> [WHAT YOU HAVE TO DO] Every record, down to the last line, must be given again exactly.
-- SUPPLIED INFORMATION follows --
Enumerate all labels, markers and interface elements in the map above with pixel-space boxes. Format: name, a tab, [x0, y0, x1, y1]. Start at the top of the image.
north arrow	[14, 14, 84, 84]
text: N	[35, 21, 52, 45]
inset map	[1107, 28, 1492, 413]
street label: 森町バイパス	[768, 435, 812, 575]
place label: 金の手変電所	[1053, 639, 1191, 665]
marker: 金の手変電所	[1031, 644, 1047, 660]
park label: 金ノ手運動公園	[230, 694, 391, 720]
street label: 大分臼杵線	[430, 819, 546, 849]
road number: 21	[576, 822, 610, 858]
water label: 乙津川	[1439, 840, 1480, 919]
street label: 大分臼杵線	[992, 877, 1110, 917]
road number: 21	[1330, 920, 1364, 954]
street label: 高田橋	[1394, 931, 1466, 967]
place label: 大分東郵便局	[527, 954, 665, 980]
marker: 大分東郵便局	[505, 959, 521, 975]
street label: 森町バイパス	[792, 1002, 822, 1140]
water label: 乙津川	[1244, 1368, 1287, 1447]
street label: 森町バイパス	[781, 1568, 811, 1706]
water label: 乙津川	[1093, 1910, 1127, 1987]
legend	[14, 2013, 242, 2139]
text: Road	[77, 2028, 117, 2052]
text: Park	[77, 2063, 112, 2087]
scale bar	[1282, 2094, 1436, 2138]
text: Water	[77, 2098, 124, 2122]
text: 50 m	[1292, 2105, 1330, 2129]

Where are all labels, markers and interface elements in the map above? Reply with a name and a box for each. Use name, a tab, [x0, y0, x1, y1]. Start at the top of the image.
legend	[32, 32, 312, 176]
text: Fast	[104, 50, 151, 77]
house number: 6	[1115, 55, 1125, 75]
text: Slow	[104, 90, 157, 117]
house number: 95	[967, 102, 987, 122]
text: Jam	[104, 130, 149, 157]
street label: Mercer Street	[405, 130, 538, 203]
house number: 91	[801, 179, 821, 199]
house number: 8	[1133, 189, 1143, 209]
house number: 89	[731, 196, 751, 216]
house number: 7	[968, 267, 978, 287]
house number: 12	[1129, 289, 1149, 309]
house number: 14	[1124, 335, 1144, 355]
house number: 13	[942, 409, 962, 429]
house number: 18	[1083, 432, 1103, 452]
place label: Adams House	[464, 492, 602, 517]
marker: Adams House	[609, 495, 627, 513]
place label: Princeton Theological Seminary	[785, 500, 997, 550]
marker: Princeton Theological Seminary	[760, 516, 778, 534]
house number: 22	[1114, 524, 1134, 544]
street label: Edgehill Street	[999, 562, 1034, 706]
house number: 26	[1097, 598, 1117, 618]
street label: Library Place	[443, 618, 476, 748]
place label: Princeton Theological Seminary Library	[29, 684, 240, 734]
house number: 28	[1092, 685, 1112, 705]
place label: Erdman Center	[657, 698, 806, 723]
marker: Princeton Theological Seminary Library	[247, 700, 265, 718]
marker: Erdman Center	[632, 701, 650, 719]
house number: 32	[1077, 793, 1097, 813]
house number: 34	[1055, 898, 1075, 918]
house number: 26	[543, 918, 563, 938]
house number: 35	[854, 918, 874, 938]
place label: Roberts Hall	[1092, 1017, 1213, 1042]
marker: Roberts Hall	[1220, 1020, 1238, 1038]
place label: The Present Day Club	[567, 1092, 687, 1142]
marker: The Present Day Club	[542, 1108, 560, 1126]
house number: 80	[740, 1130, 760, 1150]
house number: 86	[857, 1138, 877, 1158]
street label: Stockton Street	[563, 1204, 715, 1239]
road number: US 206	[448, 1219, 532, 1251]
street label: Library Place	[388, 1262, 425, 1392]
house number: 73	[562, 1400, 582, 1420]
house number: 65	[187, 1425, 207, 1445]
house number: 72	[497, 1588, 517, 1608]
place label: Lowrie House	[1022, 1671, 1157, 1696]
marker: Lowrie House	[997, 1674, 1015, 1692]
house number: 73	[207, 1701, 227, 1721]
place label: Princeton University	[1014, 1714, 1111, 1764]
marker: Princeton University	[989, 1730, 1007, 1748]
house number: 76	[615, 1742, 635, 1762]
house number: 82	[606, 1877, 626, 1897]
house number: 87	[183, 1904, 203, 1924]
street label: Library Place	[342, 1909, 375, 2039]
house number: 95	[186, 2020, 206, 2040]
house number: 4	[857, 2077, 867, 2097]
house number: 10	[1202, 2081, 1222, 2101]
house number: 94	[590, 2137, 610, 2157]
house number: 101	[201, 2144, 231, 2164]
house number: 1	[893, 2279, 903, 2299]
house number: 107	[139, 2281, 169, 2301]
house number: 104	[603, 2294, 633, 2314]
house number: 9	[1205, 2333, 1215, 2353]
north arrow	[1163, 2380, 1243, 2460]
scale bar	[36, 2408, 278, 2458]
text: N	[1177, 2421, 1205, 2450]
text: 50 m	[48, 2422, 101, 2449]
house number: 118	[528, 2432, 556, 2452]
-- SUPPLIED INFORMATION concluded --
> [ANSWER FOR THIS EXERCISE]
Enumerate all labels, markers and interface elements in the map above with pixel-space boxes. Format: name, a tab, [x0, y0, x1, y1]. Start at the top of the image.
north arrow	[14, 14, 84, 84]
text: N	[35, 21, 52, 45]
inset map	[1107, 28, 1492, 413]
street label: 森町バイパス	[768, 435, 812, 575]
place label: 金の手変電所	[1053, 639, 1191, 665]
marker: 金の手変電所	[1031, 644, 1047, 660]
park label: 金ノ手運動公園	[230, 694, 391, 720]
street label: 大分臼杵線	[430, 819, 546, 849]
road number: 21	[576, 822, 610, 858]
water label: 乙津川	[1439, 840, 1480, 919]
street label: 大分臼杵線	[992, 877, 1110, 917]
road number: 21	[1330, 920, 1364, 954]
street label: 高田橋	[1394, 931, 1466, 967]
place label: 大分東郵便局	[527, 954, 665, 980]
marker: 大分東郵便局	[505, 959, 521, 975]
street label: 森町バイパス	[792, 1002, 822, 1140]
water label: 乙津川	[1244, 1368, 1287, 1447]
street label: 森町バイパス	[781, 1568, 811, 1706]
water label: 乙津川	[1093, 1910, 1127, 1987]
legend	[14, 2013, 242, 2139]
text: Road	[77, 2028, 117, 2052]
text: Park	[77, 2063, 112, 2087]
scale bar	[1282, 2094, 1436, 2138]
text: Water	[77, 2098, 124, 2122]
text: 50 m	[1292, 2105, 1330, 2129]

Where are all labels, markers and interface elements in the map above? Reply with a name and a box for each. Use name, a tab, [x0, y0, x1, y1]. Start at the top of the image.
legend	[32, 32, 312, 176]
text: Fast	[104, 50, 151, 77]
house number: 6	[1115, 55, 1125, 75]
text: Slow	[104, 90, 157, 117]
house number: 95	[967, 102, 987, 122]
text: Jam	[104, 130, 149, 157]
street label: Mercer Street	[405, 130, 538, 203]
house number: 91	[801, 179, 821, 199]
house number: 8	[1133, 189, 1143, 209]
house number: 89	[731, 196, 751, 216]
house number: 7	[968, 267, 978, 287]
house number: 12	[1129, 289, 1149, 309]
house number: 14	[1124, 335, 1144, 355]
house number: 13	[942, 409, 962, 429]
house number: 18	[1083, 432, 1103, 452]
place label: Adams House	[464, 492, 602, 517]
marker: Adams House	[609, 495, 627, 513]
place label: Princeton Theological Seminary	[785, 500, 997, 550]
marker: Princeton Theological Seminary	[760, 516, 778, 534]
house number: 22	[1114, 524, 1134, 544]
street label: Edgehill Street	[999, 562, 1034, 706]
house number: 26	[1097, 598, 1117, 618]
street label: Library Place	[443, 618, 476, 748]
place label: Princeton Theological Seminary Library	[29, 684, 240, 734]
house number: 28	[1092, 685, 1112, 705]
place label: Erdman Center	[657, 698, 806, 723]
marker: Princeton Theological Seminary Library	[247, 700, 265, 718]
marker: Erdman Center	[632, 701, 650, 719]
house number: 32	[1077, 793, 1097, 813]
house number: 34	[1055, 898, 1075, 918]
house number: 26	[543, 918, 563, 938]
house number: 35	[854, 918, 874, 938]
place label: Roberts Hall	[1092, 1017, 1213, 1042]
marker: Roberts Hall	[1220, 1020, 1238, 1038]
place label: The Present Day Club	[567, 1092, 687, 1142]
marker: The Present Day Club	[542, 1108, 560, 1126]
house number: 80	[740, 1130, 760, 1150]
house number: 86	[857, 1138, 877, 1158]
street label: Stockton Street	[563, 1204, 715, 1239]
road number: US 206	[448, 1219, 532, 1251]
street label: Library Place	[388, 1262, 425, 1392]
house number: 73	[562, 1400, 582, 1420]
house number: 65	[187, 1425, 207, 1445]
house number: 72	[497, 1588, 517, 1608]
place label: Lowrie House	[1022, 1671, 1157, 1696]
marker: Lowrie House	[997, 1674, 1015, 1692]
house number: 73	[207, 1701, 227, 1721]
place label: Princeton University	[1014, 1714, 1111, 1764]
marker: Princeton University	[989, 1730, 1007, 1748]
house number: 76	[615, 1742, 635, 1762]
house number: 82	[606, 1877, 626, 1897]
house number: 87	[183, 1904, 203, 1924]
street label: Library Place	[342, 1909, 375, 2039]
house number: 95	[186, 2020, 206, 2040]
house number: 4	[857, 2077, 867, 2097]
house number: 10	[1202, 2081, 1222, 2101]
house number: 94	[590, 2137, 610, 2157]
house number: 101	[201, 2144, 231, 2164]
house number: 1	[893, 2279, 903, 2299]
house number: 107	[139, 2281, 169, 2301]
house number: 104	[603, 2294, 633, 2314]
house number: 9	[1205, 2333, 1215, 2353]
north arrow	[1163, 2380, 1243, 2460]
scale bar	[36, 2408, 278, 2458]
text: N	[1177, 2421, 1205, 2450]
text: 50 m	[48, 2422, 101, 2449]
house number: 118	[528, 2432, 556, 2452]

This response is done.